Chez les autos, les deux ''Mitsu Evo boys'', Stéphane Peterhansel (N°206) et Hiroshi Masuoka (N°200) ont poursuivi leur duel à distance. Que le Japonais a remporté aujourd'hui, enlevant l'étape avec 2'46'' d'avance sur le Français. Parti en 3ème position, celui-ci a dépassé Jean-Pierre Fontenay (Mitsubishi N°202) avant le CP1, puis Ari Vatanen (Nissan N°204), le Finlandais ayant de surcroît crevé. ''Peter'' a alors relativement assuré: " On gère sans prendre trop de risques, mais comme Masuoka n'est pas prêt à se laisser faire et moi non plus, on va quand même rouler fort jusqu'à Siwa. " Derrière, Masuoka faisait ce qu'il sait - et ce qu'il aime - le mieux faire : attaquer ! Doublant de Mévius, Servia, Kleinschmidt et Biasion, il réduisait son retard total sur Peterhansel à 14'06'' : " C'est le genre de spéciale que j'apprécie.
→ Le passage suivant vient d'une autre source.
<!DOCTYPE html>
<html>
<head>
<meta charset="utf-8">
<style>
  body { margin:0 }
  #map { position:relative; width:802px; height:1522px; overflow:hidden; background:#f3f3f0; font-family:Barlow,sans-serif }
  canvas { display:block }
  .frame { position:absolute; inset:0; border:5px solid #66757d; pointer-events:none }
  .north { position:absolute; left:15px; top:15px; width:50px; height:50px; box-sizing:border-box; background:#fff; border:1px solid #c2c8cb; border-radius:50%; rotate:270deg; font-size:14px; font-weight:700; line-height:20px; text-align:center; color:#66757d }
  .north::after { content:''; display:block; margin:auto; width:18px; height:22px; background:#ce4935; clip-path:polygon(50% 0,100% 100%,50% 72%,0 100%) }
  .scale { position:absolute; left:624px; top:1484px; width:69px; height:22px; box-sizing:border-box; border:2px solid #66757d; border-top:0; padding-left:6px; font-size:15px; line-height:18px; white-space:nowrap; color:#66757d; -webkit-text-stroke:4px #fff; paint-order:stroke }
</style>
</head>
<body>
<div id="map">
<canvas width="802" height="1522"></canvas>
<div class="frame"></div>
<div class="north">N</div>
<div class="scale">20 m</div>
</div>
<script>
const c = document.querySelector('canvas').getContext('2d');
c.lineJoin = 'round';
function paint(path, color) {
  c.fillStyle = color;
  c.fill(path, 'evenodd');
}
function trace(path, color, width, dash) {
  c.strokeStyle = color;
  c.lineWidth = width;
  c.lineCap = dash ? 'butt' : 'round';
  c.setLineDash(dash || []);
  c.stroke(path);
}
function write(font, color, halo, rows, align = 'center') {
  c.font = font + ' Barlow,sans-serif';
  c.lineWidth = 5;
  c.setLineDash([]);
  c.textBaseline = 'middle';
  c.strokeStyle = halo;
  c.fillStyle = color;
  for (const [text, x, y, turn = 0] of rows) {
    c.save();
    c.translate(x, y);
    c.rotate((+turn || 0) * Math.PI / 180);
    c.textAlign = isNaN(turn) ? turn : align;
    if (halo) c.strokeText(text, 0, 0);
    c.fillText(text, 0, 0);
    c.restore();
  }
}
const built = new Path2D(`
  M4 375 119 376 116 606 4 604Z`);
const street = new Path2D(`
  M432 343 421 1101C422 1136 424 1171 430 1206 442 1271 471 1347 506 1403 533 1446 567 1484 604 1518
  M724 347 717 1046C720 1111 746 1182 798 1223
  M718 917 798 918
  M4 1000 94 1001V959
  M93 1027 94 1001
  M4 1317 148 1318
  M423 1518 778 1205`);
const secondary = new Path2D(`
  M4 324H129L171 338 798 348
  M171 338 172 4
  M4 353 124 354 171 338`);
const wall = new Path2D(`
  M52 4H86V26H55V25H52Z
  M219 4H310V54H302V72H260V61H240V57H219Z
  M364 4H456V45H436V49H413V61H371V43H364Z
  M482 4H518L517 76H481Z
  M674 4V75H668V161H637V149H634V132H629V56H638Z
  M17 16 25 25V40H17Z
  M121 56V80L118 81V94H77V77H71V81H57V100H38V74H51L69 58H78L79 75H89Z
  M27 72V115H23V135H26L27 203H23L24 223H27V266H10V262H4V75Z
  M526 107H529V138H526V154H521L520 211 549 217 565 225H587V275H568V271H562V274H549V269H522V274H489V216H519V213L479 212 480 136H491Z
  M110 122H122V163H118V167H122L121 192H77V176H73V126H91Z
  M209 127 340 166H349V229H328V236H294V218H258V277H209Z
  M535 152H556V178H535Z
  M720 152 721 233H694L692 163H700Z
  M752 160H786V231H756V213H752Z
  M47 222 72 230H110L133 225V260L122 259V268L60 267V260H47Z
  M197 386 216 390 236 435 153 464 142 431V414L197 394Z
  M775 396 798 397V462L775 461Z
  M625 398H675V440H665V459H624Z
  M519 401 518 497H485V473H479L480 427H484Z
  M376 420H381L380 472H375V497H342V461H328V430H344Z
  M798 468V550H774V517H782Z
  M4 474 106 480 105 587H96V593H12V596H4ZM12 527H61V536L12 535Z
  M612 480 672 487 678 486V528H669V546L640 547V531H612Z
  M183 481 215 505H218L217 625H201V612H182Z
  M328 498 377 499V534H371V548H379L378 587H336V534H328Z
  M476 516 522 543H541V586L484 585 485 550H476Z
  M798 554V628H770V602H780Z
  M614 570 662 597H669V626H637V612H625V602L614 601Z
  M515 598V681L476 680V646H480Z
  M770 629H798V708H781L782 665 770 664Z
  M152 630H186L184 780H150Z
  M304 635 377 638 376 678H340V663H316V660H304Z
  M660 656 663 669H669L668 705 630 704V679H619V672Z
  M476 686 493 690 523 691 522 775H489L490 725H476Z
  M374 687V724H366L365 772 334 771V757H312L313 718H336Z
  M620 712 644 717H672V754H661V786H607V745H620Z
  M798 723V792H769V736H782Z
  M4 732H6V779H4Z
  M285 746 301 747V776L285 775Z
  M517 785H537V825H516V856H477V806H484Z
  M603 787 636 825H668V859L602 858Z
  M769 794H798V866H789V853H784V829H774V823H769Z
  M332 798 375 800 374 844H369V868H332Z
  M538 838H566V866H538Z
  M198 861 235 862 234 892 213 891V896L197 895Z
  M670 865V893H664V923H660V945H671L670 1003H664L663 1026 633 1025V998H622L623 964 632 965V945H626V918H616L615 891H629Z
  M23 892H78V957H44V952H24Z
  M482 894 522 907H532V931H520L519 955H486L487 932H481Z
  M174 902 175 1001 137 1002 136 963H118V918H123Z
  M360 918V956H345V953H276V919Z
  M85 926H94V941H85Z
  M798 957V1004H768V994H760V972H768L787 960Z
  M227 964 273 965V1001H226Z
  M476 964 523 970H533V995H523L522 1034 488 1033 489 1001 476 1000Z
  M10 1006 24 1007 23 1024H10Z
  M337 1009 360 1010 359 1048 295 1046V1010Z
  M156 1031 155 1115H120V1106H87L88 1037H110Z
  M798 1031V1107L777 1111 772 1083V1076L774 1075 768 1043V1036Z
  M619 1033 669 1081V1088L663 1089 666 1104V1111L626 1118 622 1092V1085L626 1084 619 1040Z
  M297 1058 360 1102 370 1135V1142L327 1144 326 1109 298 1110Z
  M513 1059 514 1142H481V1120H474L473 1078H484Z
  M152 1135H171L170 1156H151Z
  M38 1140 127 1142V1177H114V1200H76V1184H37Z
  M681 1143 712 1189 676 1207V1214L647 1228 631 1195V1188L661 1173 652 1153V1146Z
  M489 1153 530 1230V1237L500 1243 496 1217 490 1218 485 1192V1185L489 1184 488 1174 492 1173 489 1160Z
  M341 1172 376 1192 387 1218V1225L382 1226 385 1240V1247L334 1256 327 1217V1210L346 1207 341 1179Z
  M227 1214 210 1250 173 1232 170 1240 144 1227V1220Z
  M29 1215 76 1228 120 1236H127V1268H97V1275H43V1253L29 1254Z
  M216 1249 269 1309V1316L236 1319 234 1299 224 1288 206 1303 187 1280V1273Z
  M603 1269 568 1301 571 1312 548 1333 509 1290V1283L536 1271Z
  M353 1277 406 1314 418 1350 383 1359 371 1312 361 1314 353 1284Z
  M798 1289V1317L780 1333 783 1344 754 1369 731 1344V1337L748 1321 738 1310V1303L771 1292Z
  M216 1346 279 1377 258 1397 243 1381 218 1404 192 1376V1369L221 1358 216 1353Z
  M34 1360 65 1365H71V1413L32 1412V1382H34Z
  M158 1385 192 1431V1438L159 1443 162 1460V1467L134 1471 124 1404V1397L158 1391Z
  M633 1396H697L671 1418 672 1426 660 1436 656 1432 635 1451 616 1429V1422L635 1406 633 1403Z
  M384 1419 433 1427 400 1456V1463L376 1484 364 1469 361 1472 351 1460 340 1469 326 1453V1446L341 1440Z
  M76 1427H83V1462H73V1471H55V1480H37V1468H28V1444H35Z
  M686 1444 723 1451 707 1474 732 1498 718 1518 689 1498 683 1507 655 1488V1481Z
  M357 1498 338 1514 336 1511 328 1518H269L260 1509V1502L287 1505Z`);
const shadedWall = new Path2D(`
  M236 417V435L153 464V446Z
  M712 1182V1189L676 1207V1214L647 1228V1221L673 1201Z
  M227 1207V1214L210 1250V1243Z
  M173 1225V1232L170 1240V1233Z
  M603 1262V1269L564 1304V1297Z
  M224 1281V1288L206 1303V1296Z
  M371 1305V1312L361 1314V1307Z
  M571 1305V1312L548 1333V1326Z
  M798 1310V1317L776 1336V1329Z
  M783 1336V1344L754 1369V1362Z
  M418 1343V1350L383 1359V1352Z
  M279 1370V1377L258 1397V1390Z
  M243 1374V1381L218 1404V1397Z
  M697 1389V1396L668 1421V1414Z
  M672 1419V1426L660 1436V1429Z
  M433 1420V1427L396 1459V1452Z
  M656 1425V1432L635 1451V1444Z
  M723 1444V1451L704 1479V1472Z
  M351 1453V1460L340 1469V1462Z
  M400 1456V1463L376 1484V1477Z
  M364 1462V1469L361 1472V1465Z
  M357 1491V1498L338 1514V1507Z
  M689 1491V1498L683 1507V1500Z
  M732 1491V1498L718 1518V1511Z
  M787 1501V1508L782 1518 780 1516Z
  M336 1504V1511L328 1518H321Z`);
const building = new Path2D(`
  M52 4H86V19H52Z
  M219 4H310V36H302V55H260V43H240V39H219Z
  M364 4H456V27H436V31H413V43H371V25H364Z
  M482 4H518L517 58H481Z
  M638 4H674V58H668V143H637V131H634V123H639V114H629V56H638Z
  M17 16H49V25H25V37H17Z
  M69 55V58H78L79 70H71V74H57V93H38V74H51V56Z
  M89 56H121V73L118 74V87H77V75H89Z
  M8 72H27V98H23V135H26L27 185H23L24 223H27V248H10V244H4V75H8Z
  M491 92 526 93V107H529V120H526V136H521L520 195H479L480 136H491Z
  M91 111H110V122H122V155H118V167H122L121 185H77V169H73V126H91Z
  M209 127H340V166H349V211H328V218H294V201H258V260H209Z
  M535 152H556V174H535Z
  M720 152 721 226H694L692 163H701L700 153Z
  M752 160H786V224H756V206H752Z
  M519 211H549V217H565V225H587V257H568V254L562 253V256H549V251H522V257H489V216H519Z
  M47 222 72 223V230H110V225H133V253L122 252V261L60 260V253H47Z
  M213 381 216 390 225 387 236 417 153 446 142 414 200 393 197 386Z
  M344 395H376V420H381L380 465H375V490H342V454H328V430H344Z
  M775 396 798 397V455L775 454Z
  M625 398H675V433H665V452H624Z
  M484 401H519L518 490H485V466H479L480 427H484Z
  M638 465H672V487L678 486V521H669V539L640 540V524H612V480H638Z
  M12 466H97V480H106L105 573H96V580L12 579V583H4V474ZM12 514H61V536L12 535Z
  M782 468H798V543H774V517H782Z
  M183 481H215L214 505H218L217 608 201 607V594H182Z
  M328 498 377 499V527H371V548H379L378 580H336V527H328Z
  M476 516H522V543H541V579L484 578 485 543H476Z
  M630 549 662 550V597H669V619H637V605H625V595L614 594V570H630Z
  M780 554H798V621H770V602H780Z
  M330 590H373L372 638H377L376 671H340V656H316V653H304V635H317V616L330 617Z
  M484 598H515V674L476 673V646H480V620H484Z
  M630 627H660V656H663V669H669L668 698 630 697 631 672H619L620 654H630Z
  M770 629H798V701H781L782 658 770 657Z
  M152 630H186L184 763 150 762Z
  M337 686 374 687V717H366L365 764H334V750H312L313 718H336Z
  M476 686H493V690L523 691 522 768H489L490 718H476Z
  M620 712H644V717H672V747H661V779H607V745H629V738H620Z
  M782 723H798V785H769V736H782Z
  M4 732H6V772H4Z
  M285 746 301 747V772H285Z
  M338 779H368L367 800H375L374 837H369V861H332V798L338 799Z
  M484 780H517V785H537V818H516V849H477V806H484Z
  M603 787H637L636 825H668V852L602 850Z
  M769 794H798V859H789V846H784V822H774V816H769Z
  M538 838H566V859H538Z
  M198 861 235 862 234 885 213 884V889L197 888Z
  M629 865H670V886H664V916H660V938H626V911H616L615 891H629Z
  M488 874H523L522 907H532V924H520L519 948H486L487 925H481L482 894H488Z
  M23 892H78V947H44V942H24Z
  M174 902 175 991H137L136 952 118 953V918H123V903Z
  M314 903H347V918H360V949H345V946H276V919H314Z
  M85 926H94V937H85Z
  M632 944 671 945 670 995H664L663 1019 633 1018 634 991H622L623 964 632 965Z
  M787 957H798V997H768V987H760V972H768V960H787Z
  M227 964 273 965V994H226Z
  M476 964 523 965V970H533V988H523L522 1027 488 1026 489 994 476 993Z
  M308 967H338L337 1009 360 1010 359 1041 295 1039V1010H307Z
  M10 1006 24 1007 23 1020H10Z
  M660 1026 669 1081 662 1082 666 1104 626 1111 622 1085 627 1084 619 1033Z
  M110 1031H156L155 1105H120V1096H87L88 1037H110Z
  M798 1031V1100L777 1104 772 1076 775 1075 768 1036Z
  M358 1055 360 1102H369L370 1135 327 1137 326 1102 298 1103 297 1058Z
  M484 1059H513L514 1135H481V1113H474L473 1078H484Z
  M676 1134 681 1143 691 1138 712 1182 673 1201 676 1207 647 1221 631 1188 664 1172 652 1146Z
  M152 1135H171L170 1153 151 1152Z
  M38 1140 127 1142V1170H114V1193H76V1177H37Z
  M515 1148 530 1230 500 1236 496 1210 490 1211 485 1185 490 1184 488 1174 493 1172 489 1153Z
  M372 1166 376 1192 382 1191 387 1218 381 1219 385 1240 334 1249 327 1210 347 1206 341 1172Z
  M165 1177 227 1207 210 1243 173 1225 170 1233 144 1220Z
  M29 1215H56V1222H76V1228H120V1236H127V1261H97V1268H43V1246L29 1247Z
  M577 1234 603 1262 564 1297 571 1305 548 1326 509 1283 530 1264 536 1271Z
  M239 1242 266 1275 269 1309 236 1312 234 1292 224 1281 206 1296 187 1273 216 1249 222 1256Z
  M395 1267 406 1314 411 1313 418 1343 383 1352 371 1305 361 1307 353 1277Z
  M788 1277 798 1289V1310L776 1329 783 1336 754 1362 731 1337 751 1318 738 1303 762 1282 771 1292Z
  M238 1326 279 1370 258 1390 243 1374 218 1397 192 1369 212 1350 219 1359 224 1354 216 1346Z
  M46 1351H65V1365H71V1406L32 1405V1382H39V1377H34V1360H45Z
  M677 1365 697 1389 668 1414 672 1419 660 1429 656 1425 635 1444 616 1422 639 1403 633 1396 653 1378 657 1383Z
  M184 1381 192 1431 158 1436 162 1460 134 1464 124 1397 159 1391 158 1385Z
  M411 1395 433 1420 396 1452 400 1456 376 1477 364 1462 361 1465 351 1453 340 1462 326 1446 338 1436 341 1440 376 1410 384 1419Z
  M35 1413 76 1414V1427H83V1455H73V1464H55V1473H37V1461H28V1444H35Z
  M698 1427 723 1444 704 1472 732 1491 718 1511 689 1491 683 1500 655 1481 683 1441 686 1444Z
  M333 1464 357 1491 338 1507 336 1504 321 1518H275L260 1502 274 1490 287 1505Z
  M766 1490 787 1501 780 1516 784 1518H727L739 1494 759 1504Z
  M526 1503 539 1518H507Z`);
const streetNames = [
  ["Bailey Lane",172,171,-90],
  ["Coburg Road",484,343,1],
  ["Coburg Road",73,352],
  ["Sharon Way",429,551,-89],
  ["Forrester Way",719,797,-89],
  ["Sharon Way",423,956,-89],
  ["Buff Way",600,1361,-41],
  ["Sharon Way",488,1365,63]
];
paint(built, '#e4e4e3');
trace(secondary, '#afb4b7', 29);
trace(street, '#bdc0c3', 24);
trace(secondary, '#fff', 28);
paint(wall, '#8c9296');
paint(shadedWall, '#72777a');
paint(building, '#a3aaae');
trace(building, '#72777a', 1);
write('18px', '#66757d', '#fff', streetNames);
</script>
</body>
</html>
On a pu rouler à fond. "
De Mévius (BMW N°205), lui, s'est un peu perdu, et a finalement concédé 22'03'' à Masuoka. Il reste 3ème au général, mais à près d'1h1/2 (1h29'07''). Et, surprise - surtout considérant sa difficile entrée en matière dans ce Telefonica-Dakar -, derrière, Jutta Kleinschmidt (VW Tarek N°203) conserve la 4ème position, devançant dans l'ordre les trois Mitsubishi de Fontenay, Biasion et Sousa (qui a donc perdu deux rangs) et le premier Nissan ''pick-up'', toujours celui du Sud-Africain Giniel De Villiers (N°217).
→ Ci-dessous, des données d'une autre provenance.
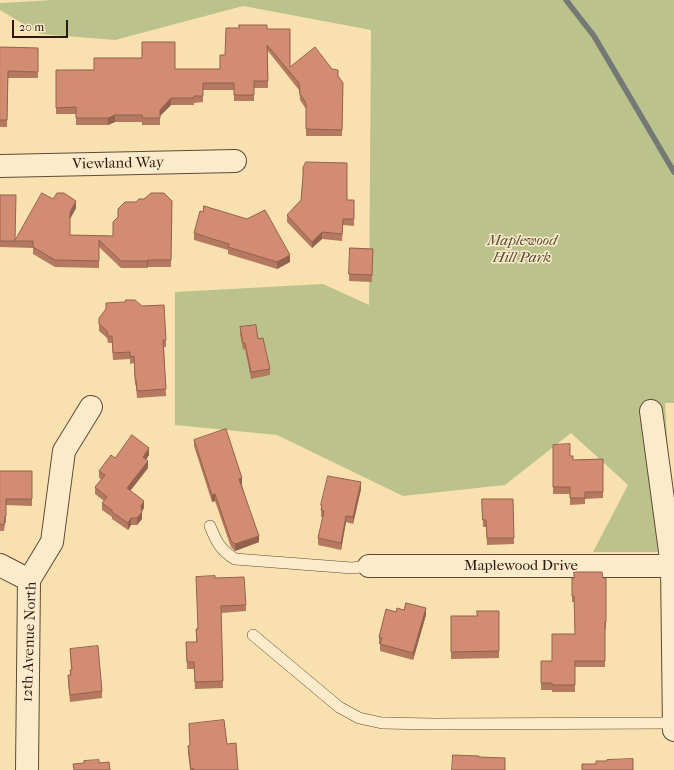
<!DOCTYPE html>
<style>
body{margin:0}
#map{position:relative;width:674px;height:770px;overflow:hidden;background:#f9e0af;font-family:"IM FELL French Canon",serif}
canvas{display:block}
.scale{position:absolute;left:12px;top:20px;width:56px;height:18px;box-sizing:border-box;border:2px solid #2c1811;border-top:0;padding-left:5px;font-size:12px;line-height:14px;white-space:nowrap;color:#2c1811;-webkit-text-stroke:3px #fbebcb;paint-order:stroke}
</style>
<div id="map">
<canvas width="674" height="770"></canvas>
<div class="scale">20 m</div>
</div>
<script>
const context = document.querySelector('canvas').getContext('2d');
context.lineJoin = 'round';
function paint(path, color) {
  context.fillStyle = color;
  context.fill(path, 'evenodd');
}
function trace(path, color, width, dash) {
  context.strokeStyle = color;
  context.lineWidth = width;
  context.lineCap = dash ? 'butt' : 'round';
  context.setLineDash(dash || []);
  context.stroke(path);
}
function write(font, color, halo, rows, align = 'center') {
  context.font = font + ' "IM FELL French Canon",serif';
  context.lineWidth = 3;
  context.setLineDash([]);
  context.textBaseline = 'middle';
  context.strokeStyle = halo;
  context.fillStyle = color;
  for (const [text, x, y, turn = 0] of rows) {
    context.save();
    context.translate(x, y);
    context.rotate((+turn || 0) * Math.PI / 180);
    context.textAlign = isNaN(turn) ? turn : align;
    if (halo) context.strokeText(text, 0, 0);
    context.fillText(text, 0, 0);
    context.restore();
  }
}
const green = new Path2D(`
 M53,0H674V403H665L674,552H593L628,485L571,433L505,485L403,496L277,435L175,425V292L323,284L369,305L371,30L243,6L115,40L40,34L0,10V3Z`);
const stream = new Path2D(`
 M566,0L594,36L674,172`);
const lane = new Path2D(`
 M210,526C216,541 220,550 235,559L352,568L369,566
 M253,635L339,707L359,718L382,723L433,724L674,723`);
const street = new Path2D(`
 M0,166L235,161
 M651,411L672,566L674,730
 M0,565L29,580
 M369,566H672
 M27,770L29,580L52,542L64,451L91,407`);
const wall = new Path2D(`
 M267,29L290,67L338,77L343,83L342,136H306V109L300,100L299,90L268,51V88H254V101H234V90H203V102L194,103V105H171L160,116V125H142V122H115L108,125H76V114H56V70L220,69L225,55Z
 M0,47L38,48V78H8L7,127H0Z
 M303,168L347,200H354V226L343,225L342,241L322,239L312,248L287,222V215L301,200L303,179Z
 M0,195L15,240L53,199L76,208L70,219V235L113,236L172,201L171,267H148L147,268H121L99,247V268L55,267L33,254V248L0,247Z
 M194,233L290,262L277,269L228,254V250L194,240Z
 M350,248L373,249L372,282L349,281Z
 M99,318L166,340V347H164L166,396L137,398L136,386L135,384L134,363L130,364V359L113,360L112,343H108L107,338L99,331Z
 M240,327L258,339L270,369V375L251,379L245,349L243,350L240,334Z
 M194,440L242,485L259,542L235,551L231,547L215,501L212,502L194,446Z
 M553,445L570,456L573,460L603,459V498L585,499V504L570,505V494H553Z
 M149,455L146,460L148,468L130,491L144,508L142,511V519L137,525H131L128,530L112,519V517L102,510V503L104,501L95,494V487L101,480L99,477V471L115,458Z
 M0,471H32V506L6,505V523H5L4,531H0Z
 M361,489L353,524L346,522L341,550L318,545V538L323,517H321V505Z
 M482,499H513L514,544L487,545L486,527H483Z
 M215,578L246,605V611L221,613L223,688L195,689L194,669H187L186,642H196V629H197Z
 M572,578H606V629H605V667H575V692H552V690H541V661H552L575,634L574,602H572Z
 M499,611V658L451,659V616H477Z
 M396,612L426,615L413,660L380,651V644H379V637Z
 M70,649L102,691V698L70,702L68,682V675H70V670H71Z
 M189,724L227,744L238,770H190L188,752V746L190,745Z`);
const shadedWall = new Path2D(`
 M171,98V105L160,116V110Z
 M115,115V122L108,125V118Z
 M76,201V208L70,219V212Z
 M322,232V239L312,248V242Z
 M290,255V262L277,269V262Z
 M148,260V267L147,268V261Z
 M149,448V455L143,464V457Z
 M148,461V468L127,495V488Z
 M242,478V485L239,486V479Z
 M361,482V489L353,524V517Z
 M215,494V501L212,502V495Z
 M144,501V508L141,512V506Z
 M142,512V519L137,525V518Z
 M346,516V522L341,550V543Z
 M131,518V525L128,530V523Z
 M259,536V542L235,551V544Z
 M426,608V615L413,660V653Z`);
const building = new Path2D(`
 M239,25H267V29H290V67L315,47L332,69L338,70V76L343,83L342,130L306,129V103L300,94L299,83L267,45L268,81H254V95H234V83H203V96H194V98H171L160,110V118H142V115H115L108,118H76V107L56,108V70H94V58H142V42H175V69H220V55H225L226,28H239Z
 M0,47L38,48V72L8,71L7,120H0Z
 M306,162L347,163V200H354V219H343L342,234L322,232L312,242L287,215L301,200L303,176V168Z
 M42,193L53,199L57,193H64L76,201L70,212V235L113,236V222L118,217V209L125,202H136L139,199H144L151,193H164L172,201L171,260H148L147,261H121L99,240V261L55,260L33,247V241H0V195H16L15,240Z
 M204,206L247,219L265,210L290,255L277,262L228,247L229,244L194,233L200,211L203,212Z
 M350,248L373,249L372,275L349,274Z
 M126,300H135L142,306L164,305L166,340H163L166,389L137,391L136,379L135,378L134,356L130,357V352L113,353L112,336H108L107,331L99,324V318L106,309V303L125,302Z
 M256,325L258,339L263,338L270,369L251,372L245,343H243L240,327Z
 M226,429L242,478L239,479L259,536L235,544L231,541L215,494L212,495L194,440Z
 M132,435L149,448L143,457L148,461L127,488L144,501L141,506L142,512L137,518H131L128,523L112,512V510L102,503L107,497L95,487L105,475L99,471L111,455L115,458Z
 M570,444V456H573V460L603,459V492H585V498H570V487H553V445Z
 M0,471H32V499H6V516H5L4,525L0,524Z
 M328,476L361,482L353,517L346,516L341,543L318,538L324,511L321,510L322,505H321Z
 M482,499H513L514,538H487L486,520H483Z
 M574,572H602L603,578H606V622H605V661H575V685H552V683H541V661H552V634H575L574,596H572V578H574Z
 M215,576V578L244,577L246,605L221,606L223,681L195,682L194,662H187L186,642H197L196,629H198L196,577Z
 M406,603L426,608L413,653L380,644L382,638L379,637L386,609L396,612L397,608L404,610Z
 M477,611H499V651L451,652V616H477Z
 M98,646L102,691L70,695L68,675H71L70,670H72L70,649Z
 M224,720L227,744L236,743L238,770H193V768L191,769L188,746L190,745L189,724Z
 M453,755L479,756V757L505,758V770H452Z
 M633,759V770H582V764H596V761H607V760Z
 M99,760V763L109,762L110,770H74L73,764L84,763V761Z`);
const streetNames = [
 ["Viewland Way",118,164,-1],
 ["Maplewood Drive",521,566],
 ["12th Avenue North",30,642,-88]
];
const parkNames = [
 ["Maplewood",522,241],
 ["Hill Park",522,258]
];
paint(green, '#bcc28c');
trace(stream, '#747975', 5.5);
trace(lane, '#5f4a38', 12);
trace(street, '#5f4a38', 24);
trace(lane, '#fbebcb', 11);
trace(street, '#fbebcb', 22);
paint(wall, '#b57861');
paint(shadedWall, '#93624f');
paint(building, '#d28c71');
trace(building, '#93624f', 1);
write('15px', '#2c1811', '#fbebcb', streetNames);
write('italic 15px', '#574b36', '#fbebcb', parkNames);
</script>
En camion, l'empoignade entre Vladimir Tchaguine et la famille De Rooy fait plus que jamais rage. Au terme d'une spéciale remportée par Andre De Azevedo (Tatra N°410), De Rooy Junior (DAF N°414), après avoir frôlé la catastrophe (22ème avec 22'04'' de retard sur Tchaguine dès le CP1 !), a fini la spéciale en trombe, préservant la 1ère place (re)conquise hier pour moins de deux minutes (1'52'').